§ **Problem to solve**
Every line of the material below in which "worn" shows up is to be located and copied.

§ **Provided data**
**********

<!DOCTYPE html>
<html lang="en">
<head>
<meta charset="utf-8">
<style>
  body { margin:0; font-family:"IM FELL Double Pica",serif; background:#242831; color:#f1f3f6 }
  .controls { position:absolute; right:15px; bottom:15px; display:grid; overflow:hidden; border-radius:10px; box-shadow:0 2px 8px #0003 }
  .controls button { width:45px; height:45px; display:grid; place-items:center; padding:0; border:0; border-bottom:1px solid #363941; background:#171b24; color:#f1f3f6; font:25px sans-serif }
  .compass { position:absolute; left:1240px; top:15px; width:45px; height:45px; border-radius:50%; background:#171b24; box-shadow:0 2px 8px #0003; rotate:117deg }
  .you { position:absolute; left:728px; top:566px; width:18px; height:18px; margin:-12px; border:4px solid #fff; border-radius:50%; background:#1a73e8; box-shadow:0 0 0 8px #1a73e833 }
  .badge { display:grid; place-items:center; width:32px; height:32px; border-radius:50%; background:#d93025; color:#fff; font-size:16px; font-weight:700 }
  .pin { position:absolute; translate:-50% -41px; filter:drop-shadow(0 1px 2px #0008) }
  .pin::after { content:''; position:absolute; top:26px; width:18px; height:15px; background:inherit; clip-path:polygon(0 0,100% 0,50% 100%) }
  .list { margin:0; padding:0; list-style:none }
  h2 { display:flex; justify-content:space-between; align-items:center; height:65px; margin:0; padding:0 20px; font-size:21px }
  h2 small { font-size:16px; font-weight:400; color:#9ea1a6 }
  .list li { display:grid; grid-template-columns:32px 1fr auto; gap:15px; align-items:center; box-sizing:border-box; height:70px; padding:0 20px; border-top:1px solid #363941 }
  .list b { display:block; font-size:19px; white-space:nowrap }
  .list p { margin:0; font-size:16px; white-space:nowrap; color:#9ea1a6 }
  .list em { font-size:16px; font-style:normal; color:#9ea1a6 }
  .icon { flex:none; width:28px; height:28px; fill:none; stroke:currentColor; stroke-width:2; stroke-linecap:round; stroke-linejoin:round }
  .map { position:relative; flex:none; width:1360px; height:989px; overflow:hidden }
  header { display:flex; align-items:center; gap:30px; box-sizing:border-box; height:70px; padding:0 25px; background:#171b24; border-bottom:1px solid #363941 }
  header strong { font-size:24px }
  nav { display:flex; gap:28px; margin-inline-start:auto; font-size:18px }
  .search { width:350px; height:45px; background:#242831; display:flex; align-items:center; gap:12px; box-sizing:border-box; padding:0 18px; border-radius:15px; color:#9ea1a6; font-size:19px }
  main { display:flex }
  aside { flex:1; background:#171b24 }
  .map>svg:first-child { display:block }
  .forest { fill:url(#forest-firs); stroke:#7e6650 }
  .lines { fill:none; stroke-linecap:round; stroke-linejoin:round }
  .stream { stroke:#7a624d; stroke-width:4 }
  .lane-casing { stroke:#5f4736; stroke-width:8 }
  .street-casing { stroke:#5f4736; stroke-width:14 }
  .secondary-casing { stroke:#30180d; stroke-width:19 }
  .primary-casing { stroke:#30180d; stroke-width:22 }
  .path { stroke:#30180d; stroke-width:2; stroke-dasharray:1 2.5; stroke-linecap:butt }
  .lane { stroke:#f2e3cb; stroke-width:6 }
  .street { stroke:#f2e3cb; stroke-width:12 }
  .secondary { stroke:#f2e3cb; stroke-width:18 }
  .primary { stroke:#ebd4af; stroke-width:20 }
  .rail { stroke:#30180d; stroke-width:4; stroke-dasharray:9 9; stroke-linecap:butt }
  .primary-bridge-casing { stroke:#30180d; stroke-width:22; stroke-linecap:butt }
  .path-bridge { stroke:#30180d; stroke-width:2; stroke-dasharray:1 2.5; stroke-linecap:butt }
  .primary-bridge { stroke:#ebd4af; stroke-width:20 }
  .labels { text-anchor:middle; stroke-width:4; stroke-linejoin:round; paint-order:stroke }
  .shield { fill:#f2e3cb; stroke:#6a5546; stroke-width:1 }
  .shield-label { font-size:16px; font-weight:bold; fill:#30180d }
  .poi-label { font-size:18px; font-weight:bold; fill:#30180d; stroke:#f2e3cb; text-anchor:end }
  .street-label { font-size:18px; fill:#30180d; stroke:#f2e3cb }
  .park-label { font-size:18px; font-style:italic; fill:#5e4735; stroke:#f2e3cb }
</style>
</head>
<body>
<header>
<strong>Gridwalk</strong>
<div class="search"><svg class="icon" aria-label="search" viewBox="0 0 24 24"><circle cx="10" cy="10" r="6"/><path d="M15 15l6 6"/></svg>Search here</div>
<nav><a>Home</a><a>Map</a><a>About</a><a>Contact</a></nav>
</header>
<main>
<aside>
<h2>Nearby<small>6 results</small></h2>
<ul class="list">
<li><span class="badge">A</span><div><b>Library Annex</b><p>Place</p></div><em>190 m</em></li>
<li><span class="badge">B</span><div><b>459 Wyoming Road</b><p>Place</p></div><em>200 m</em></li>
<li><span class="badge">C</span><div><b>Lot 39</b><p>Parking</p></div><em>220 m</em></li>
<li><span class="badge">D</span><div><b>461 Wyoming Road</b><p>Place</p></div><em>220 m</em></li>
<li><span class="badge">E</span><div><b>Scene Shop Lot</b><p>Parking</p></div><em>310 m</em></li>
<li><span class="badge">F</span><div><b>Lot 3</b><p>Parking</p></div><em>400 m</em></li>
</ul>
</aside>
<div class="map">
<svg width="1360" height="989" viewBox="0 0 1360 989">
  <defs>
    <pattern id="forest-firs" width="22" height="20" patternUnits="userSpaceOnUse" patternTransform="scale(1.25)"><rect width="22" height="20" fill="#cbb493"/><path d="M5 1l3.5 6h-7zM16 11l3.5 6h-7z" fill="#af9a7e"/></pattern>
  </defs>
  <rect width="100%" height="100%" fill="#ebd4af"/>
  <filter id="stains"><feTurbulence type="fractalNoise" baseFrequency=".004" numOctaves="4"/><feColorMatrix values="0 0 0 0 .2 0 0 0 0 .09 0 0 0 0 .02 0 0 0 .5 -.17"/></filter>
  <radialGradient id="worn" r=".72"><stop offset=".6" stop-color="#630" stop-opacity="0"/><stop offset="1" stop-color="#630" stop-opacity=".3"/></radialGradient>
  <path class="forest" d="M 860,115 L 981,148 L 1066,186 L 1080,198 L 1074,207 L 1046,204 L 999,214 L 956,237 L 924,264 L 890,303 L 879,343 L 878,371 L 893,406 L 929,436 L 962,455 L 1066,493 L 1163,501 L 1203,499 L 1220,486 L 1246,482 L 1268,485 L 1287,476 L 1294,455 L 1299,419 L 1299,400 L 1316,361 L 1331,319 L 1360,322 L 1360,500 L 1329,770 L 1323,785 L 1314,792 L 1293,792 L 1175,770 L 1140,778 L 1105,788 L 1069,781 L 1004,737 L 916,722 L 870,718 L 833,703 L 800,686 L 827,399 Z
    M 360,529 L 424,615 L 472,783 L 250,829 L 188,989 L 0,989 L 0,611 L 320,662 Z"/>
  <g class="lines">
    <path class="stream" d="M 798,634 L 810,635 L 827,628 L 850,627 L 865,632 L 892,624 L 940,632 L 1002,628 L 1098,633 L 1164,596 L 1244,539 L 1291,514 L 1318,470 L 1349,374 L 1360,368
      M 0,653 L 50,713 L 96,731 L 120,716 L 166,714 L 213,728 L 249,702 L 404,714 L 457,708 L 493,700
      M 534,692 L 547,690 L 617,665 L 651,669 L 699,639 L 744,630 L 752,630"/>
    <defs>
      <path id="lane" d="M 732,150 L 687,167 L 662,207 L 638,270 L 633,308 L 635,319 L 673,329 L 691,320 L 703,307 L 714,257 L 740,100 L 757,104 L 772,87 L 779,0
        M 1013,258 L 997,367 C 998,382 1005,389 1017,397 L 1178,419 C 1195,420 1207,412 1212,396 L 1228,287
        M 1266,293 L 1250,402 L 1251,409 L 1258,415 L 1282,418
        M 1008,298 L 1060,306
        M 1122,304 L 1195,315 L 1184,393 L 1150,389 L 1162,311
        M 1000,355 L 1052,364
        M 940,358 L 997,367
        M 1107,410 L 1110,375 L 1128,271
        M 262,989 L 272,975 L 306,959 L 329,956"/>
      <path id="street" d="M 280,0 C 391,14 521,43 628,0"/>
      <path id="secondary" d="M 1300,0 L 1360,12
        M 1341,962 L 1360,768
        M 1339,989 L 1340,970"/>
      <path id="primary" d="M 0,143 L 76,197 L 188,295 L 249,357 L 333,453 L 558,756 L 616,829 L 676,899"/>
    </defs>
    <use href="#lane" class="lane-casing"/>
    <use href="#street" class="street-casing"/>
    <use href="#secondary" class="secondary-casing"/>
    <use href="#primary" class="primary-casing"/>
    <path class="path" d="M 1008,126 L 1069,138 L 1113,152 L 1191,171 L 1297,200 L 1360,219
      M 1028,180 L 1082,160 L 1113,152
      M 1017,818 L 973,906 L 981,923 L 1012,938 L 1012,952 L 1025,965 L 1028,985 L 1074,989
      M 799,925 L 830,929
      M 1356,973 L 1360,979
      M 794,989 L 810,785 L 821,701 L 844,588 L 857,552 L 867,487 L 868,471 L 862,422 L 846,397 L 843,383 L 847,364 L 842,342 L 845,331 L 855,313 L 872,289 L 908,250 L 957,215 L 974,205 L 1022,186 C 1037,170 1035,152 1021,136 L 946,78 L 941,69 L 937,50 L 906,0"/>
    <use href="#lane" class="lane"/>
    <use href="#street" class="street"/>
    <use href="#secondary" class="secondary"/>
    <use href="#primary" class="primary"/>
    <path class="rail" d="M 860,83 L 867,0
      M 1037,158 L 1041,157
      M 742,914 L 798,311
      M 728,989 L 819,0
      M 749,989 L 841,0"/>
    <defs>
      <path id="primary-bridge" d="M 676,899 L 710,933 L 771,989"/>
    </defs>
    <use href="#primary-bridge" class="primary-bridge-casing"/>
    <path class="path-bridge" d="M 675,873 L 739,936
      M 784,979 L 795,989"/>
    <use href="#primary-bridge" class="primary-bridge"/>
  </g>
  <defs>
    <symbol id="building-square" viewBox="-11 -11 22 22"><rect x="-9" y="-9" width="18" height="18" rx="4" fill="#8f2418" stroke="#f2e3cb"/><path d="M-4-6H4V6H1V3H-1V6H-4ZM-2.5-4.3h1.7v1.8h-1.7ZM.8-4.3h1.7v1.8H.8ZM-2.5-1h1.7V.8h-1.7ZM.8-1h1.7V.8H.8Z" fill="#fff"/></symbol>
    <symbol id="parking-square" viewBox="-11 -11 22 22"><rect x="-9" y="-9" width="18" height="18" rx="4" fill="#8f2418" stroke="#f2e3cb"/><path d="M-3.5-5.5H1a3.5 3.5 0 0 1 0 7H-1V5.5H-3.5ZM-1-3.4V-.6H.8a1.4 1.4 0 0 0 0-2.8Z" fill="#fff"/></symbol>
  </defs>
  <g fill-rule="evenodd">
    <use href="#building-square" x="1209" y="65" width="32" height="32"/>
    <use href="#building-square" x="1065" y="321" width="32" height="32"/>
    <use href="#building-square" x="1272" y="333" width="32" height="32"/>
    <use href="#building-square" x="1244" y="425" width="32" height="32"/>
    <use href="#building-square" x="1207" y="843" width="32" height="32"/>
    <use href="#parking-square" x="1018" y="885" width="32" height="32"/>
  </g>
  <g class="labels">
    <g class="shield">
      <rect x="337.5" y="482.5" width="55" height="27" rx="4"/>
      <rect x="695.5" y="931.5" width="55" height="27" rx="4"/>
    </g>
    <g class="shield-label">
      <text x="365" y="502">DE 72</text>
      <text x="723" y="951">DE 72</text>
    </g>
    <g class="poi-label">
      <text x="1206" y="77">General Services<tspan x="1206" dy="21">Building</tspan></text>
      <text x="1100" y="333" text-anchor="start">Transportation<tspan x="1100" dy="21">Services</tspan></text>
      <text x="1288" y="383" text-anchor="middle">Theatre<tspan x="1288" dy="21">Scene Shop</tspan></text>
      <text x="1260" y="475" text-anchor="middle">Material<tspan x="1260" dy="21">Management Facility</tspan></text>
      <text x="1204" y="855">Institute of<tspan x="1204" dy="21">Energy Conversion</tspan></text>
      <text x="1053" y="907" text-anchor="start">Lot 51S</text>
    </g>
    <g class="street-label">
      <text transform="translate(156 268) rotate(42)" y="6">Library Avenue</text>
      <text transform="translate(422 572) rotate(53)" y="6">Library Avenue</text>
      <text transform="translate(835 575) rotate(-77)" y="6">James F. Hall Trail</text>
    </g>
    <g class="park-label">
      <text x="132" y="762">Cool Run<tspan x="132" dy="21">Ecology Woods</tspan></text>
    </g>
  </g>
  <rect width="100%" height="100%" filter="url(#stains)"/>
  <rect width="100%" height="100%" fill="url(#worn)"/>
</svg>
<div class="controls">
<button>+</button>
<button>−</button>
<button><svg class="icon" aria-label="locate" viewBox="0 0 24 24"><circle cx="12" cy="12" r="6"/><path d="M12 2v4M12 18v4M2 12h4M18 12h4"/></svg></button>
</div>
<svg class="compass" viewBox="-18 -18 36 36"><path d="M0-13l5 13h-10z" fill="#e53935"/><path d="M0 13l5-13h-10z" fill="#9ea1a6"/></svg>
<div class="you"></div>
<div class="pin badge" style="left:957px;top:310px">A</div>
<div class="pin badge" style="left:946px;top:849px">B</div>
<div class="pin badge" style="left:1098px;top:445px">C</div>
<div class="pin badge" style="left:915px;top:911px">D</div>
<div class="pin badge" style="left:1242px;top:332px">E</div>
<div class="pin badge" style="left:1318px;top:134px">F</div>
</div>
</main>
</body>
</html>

**********

§ **Output of the exercise**
  <radialGradient id="worn" r=".72"><stop offset=".6" stop-color="#630" stop-opacity="0"/><stop offset="1" stop-color="#630" stop-opacity=".3"/></radialGradient>
  <rect width="100%" height="100%" fill="url(#worn)"/>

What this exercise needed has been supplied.